### Work task
Can you print the data exactly and leave out each image?

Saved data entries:
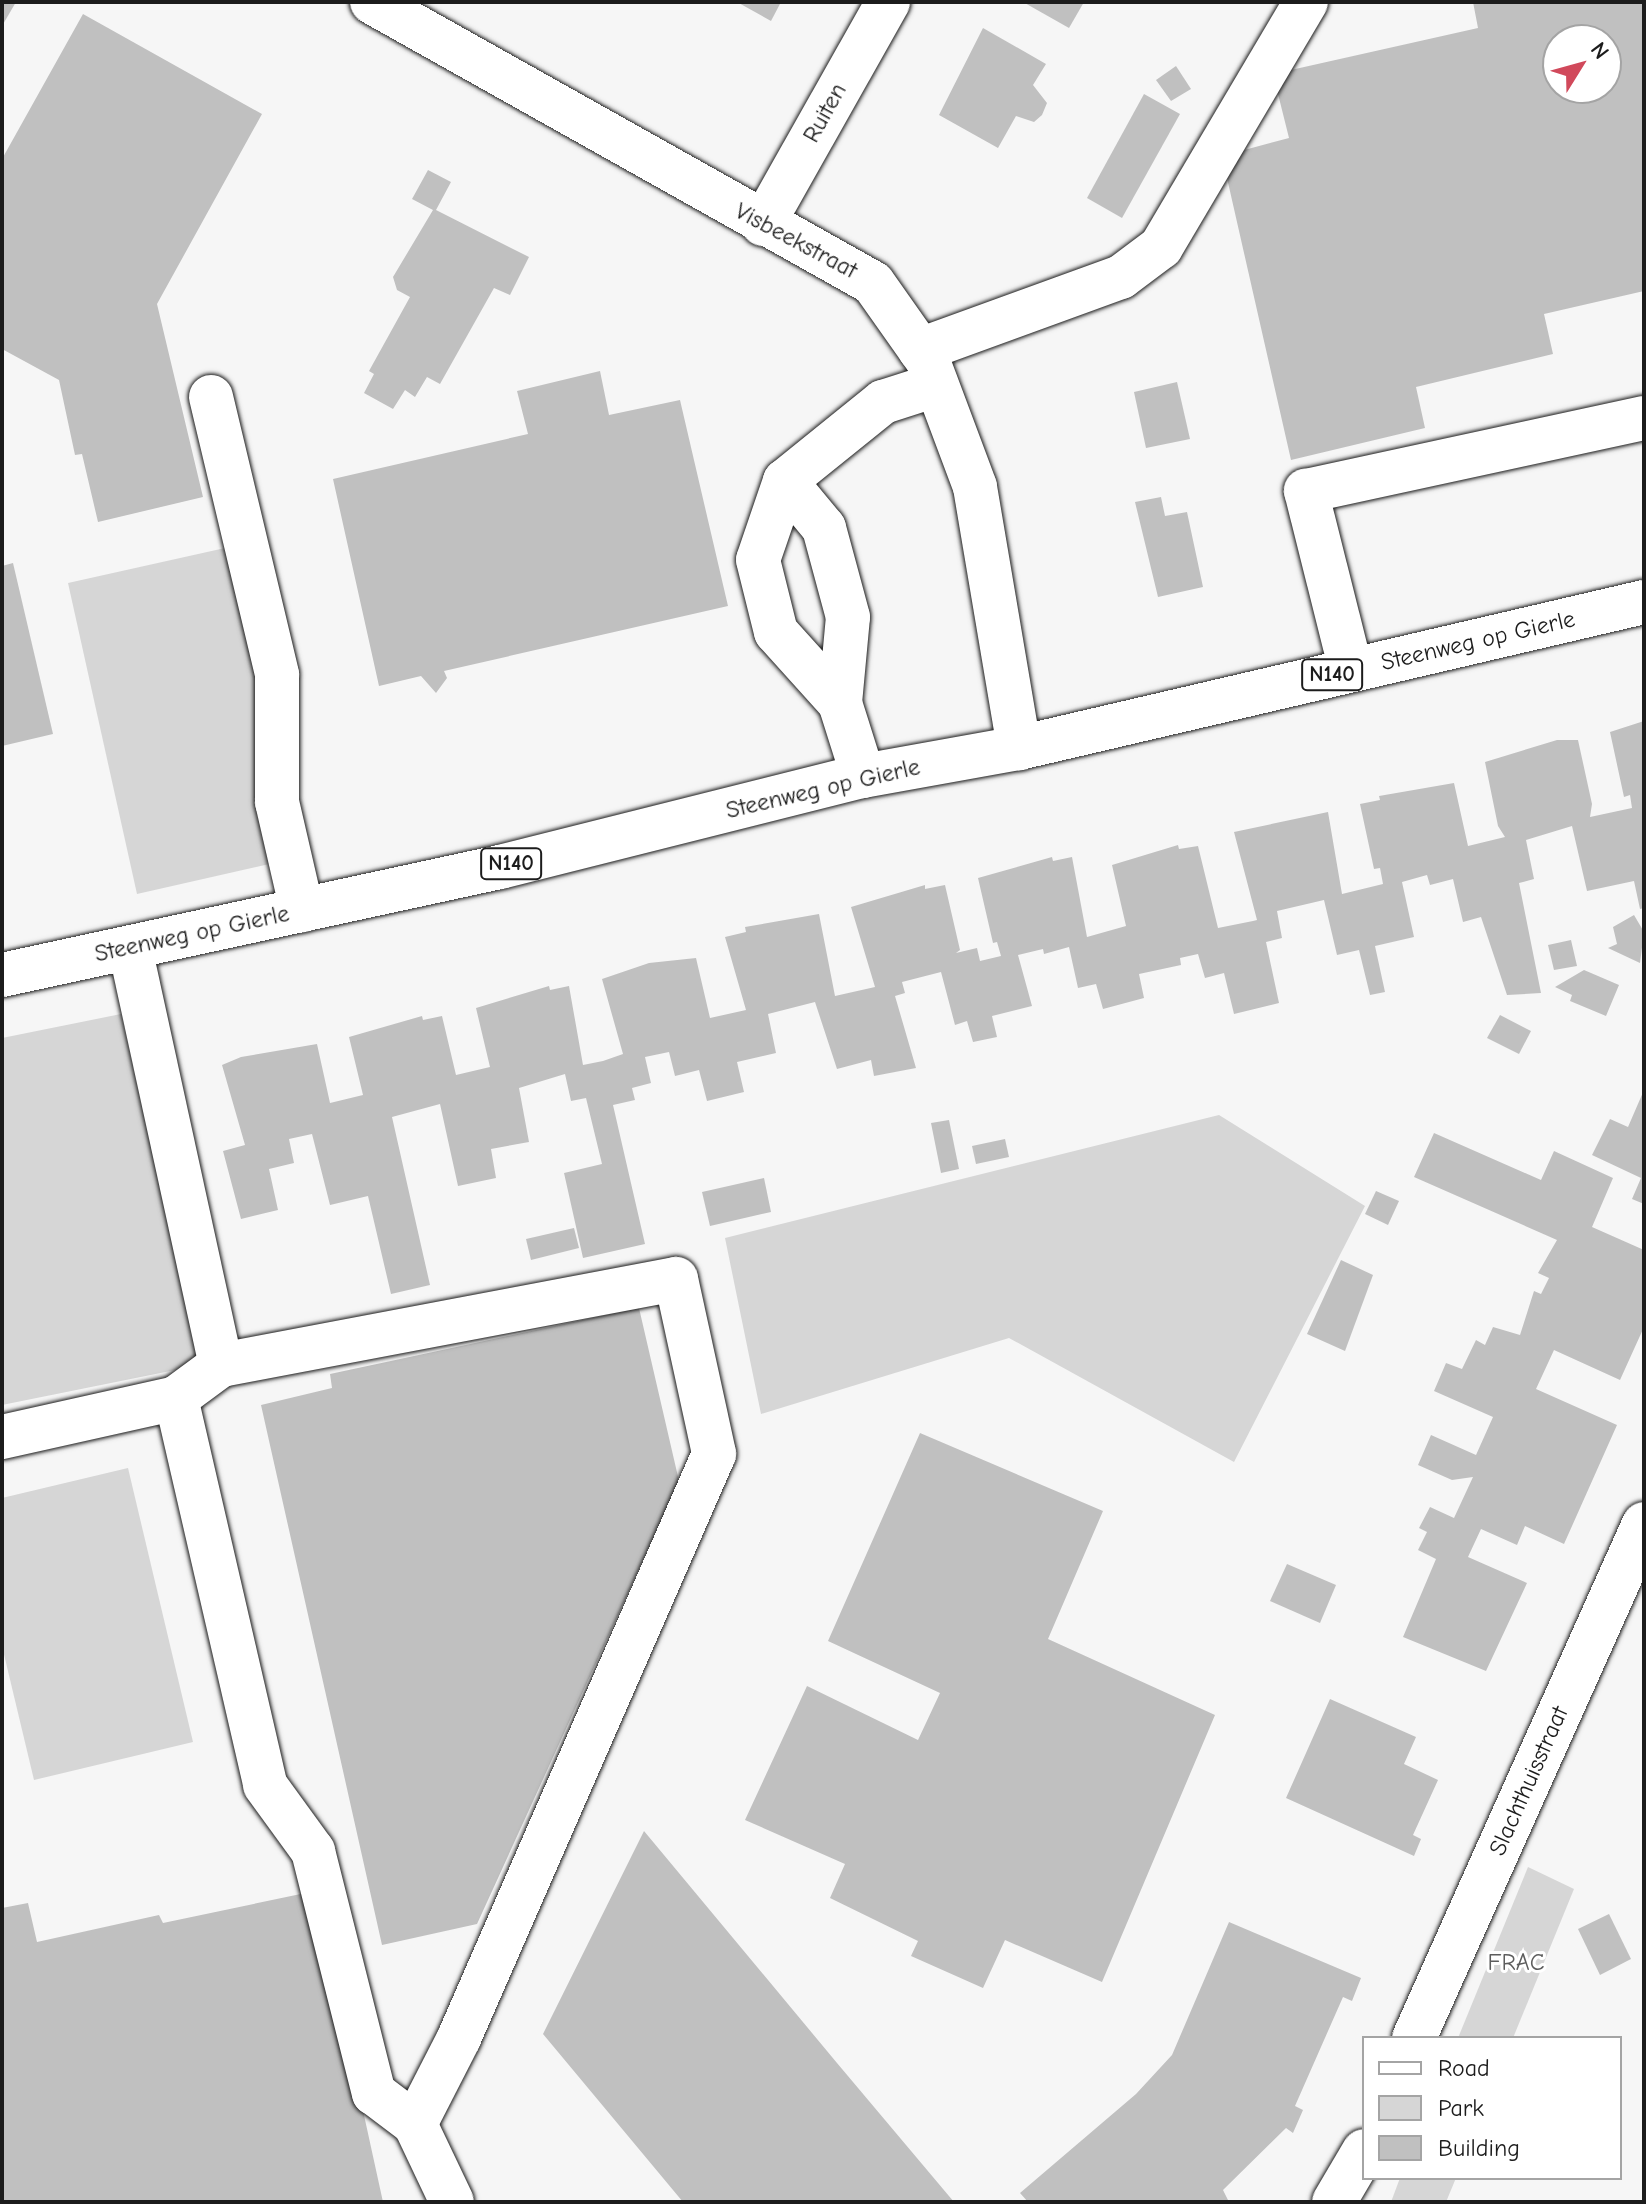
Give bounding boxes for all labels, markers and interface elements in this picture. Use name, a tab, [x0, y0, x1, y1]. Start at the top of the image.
north arrow	[1542, 24, 1622, 104]
text: N	[1585, 37, 1614, 64]
street label: Ruiten	[797, 78, 853, 148]
street label: Visbeekstraat	[730, 197, 862, 285]
street label: Steenweg op Gierle	[1378, 605, 1578, 677]
road number: N140	[1300, 657, 1364, 693]
street label: Steenweg op Gierle	[723, 753, 923, 825]
road number: N140	[479, 846, 543, 882]
street label: Steenweg op Gierle	[92, 899, 292, 969]
street label: Slachthuisstraat	[1483, 1702, 1575, 1860]
park label: FRAC	[1488, 1949, 1544, 1977]
legend	[1362, 2036, 1622, 2180]
text: Road	[1438, 2054, 1490, 2082]
text: Park	[1438, 2094, 1484, 2122]
text: Building	[1438, 2134, 1520, 2162]

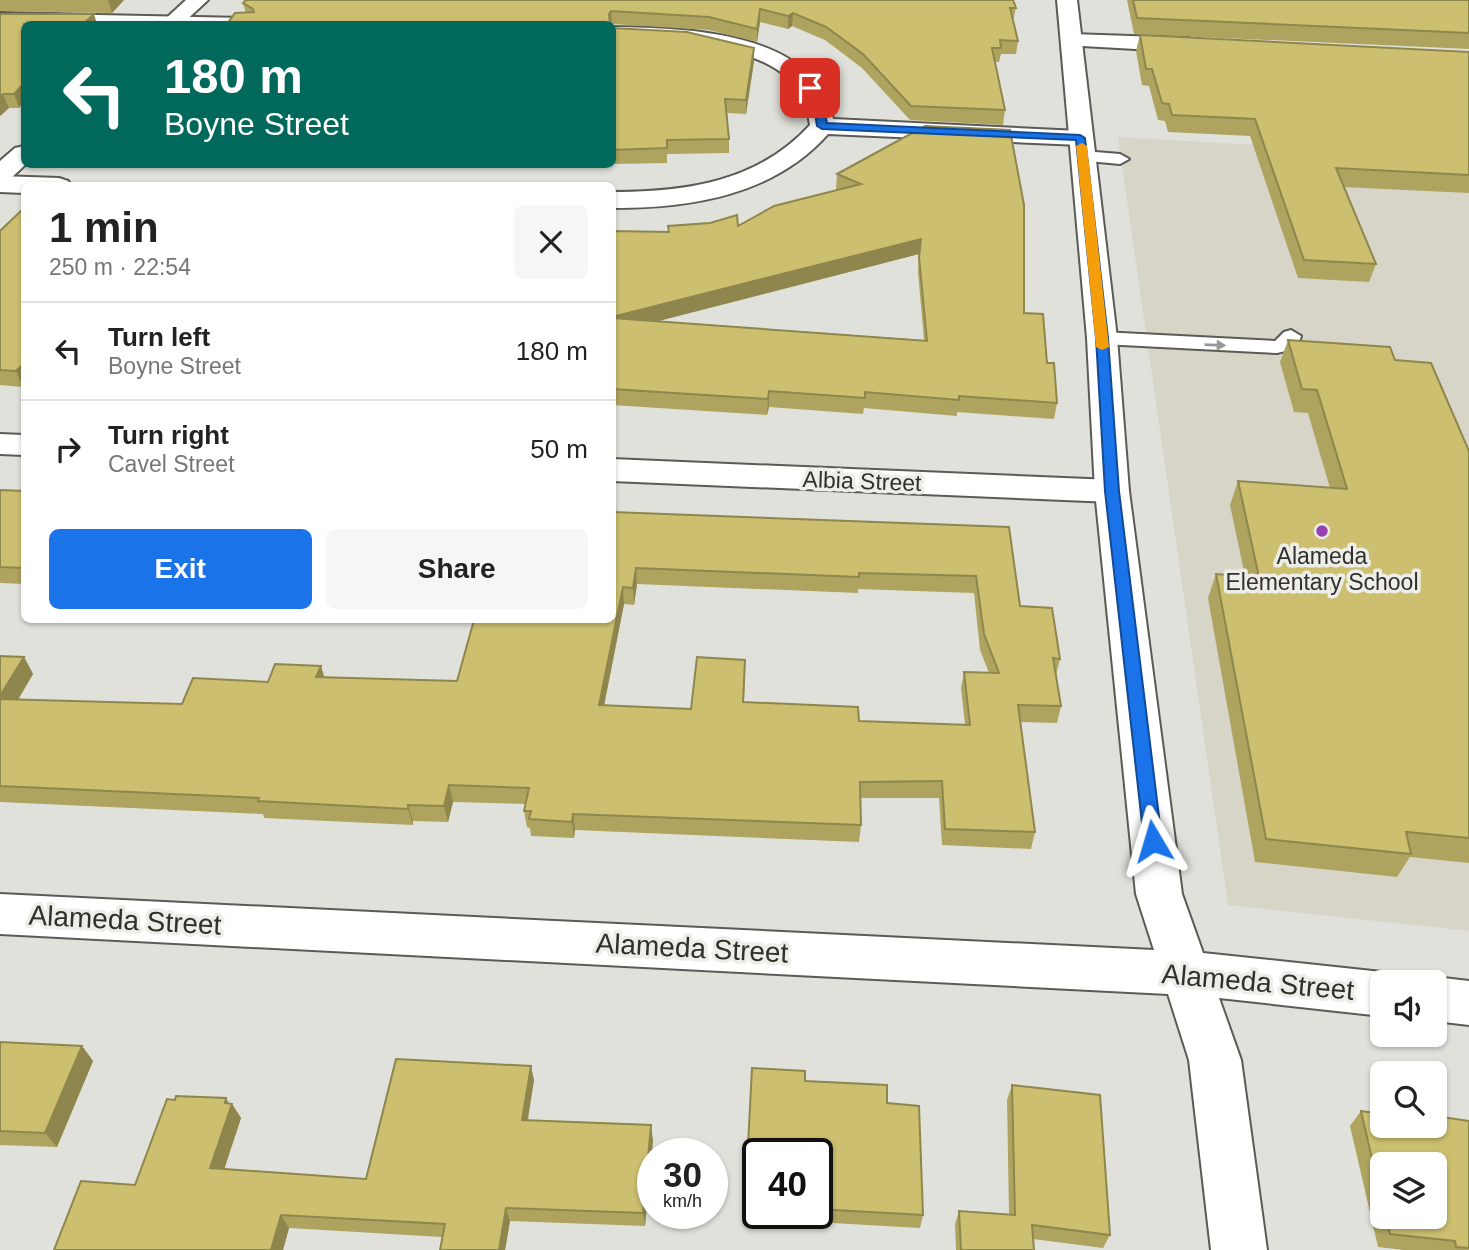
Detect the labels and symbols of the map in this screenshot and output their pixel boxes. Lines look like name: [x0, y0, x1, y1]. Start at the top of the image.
pin: [780, 58, 840, 118]
one-way arrow: [1204, 339, 1226, 350]
street label: Albia Street: [802, 466, 922, 496]
marker: Alameda Elementary School: [1314, 523, 1330, 539]
place label: Alameda Elementary School: [1225, 543, 1419, 595]
position arrow: [1116, 804, 1190, 878]
street label: Alameda Street: [28, 899, 222, 941]
street label: Alameda Street: [595, 927, 789, 969]
street label: Alameda Street: [1161, 958, 1356, 1006]
speed limit sign: 40: [742, 1138, 833, 1229]

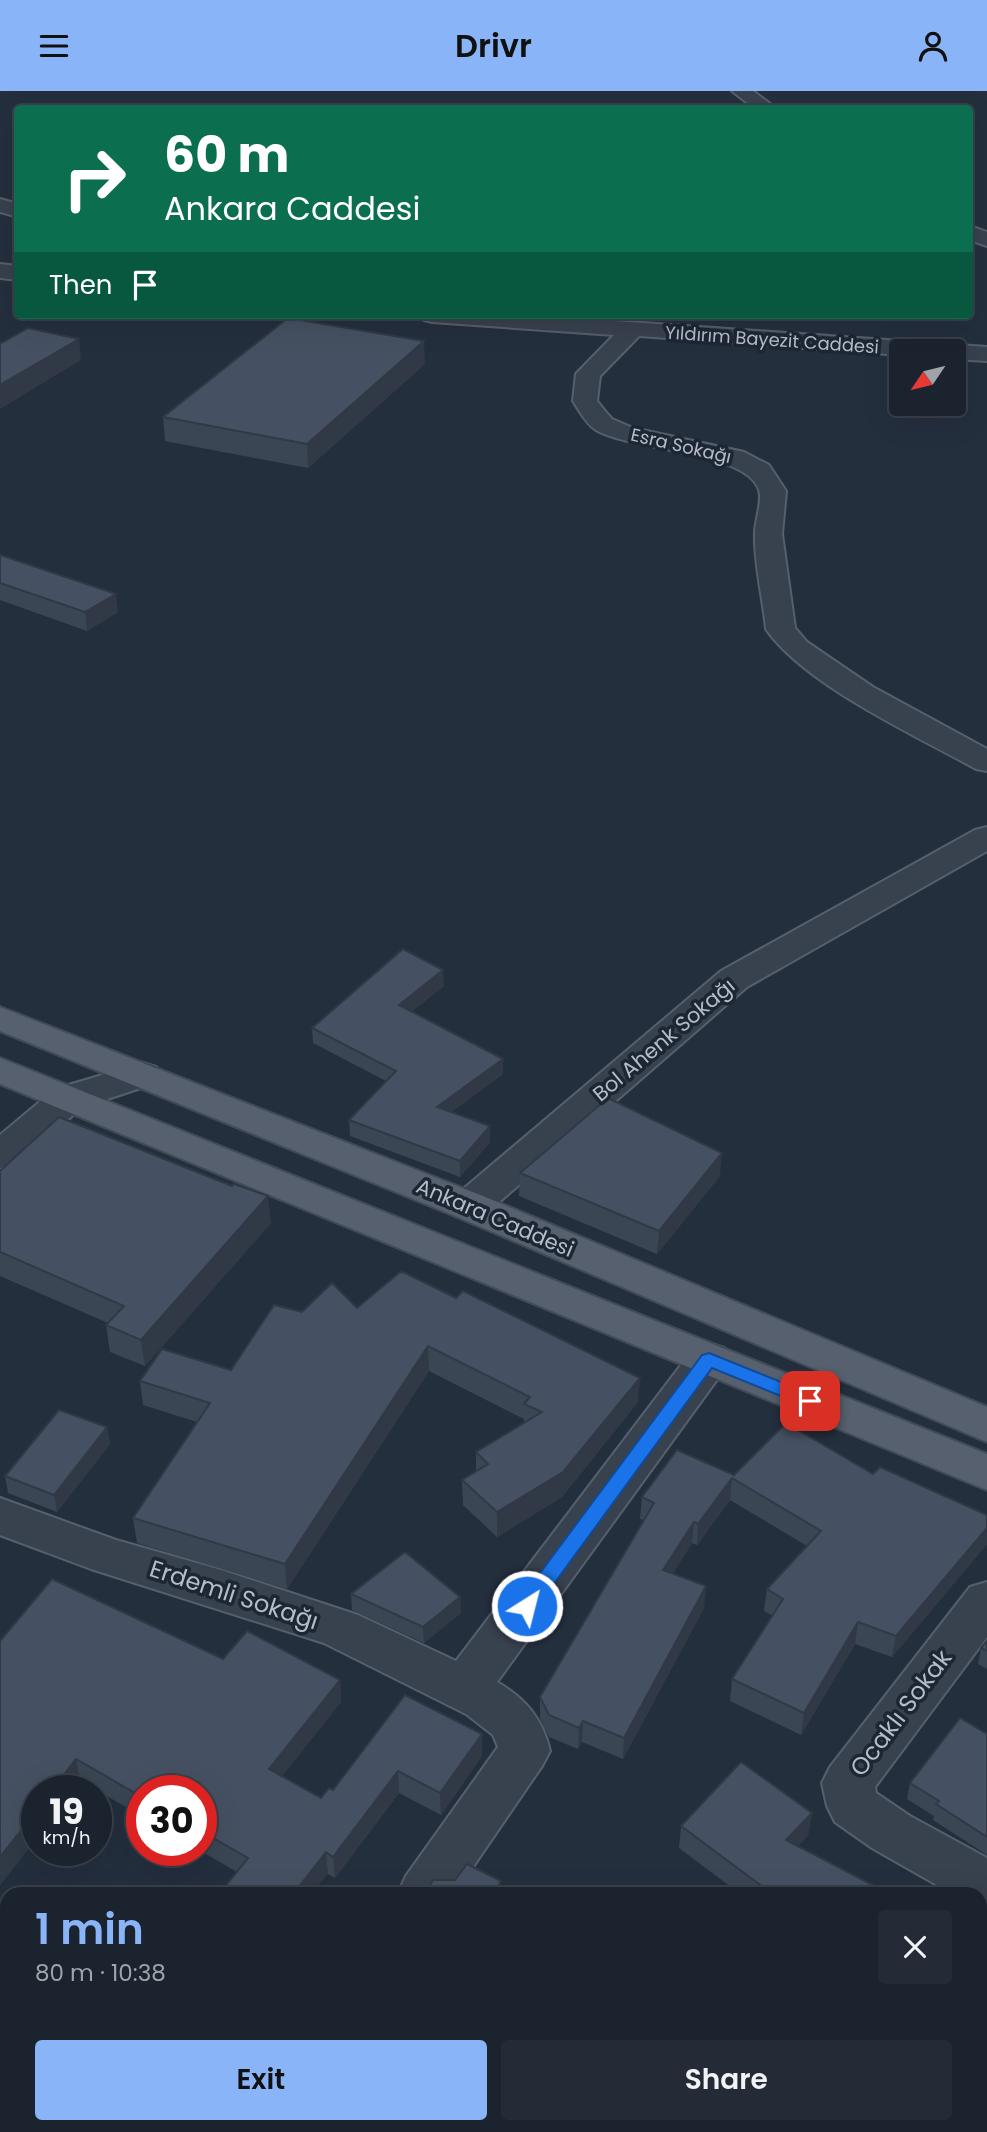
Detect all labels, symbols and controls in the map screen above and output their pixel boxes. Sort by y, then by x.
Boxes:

### Expected output
Give bounding boxes for all labels, markers and interface elements in this picture. Use name, a tab, [x0, y0, x1, y1]. Start at the top of the image.
north arrow	[1542, 24, 1622, 104]
text: N	[1585, 37, 1614, 64]
street label: Ruiten	[797, 78, 853, 148]
street label: Visbeekstraat	[730, 197, 862, 285]
street label: Steenweg op Gierle	[1378, 605, 1578, 677]
road number: N140	[1300, 657, 1364, 693]
street label: Steenweg op Gierle	[723, 753, 923, 825]
road number: N140	[479, 846, 543, 882]
street label: Steenweg op Gierle	[92, 899, 292, 969]
street label: Slachthuisstraat	[1483, 1702, 1575, 1860]
park label: FRAC	[1488, 1949, 1544, 1977]
legend	[1362, 2036, 1622, 2180]
text: Road	[1438, 2054, 1490, 2082]
text: Park	[1438, 2094, 1484, 2122]
text: Building	[1438, 2134, 1520, 2162]

Detect the labels and symbols of the map in this screenshot and output their pixel boxes. Lines look like name: [x0, y0, x1, y1]. Start at the top of the image.
pin: [780, 58, 840, 118]
one-way arrow: [1204, 339, 1226, 350]
street label: Albia Street: [802, 466, 922, 496]
marker: Alameda Elementary School: [1314, 523, 1330, 539]
place label: Alameda Elementary School: [1225, 543, 1419, 595]
position arrow: [1116, 804, 1190, 878]
street label: Alameda Street: [28, 899, 222, 941]
street label: Alameda Street: [595, 927, 789, 969]
street label: Alameda Street: [1161, 958, 1356, 1006]
speed limit sign: 40: [742, 1138, 833, 1229]

Detect all labels, symbols and controls in the map screen above and output their pixel boxes. Sort by y, then by x.
Boxes:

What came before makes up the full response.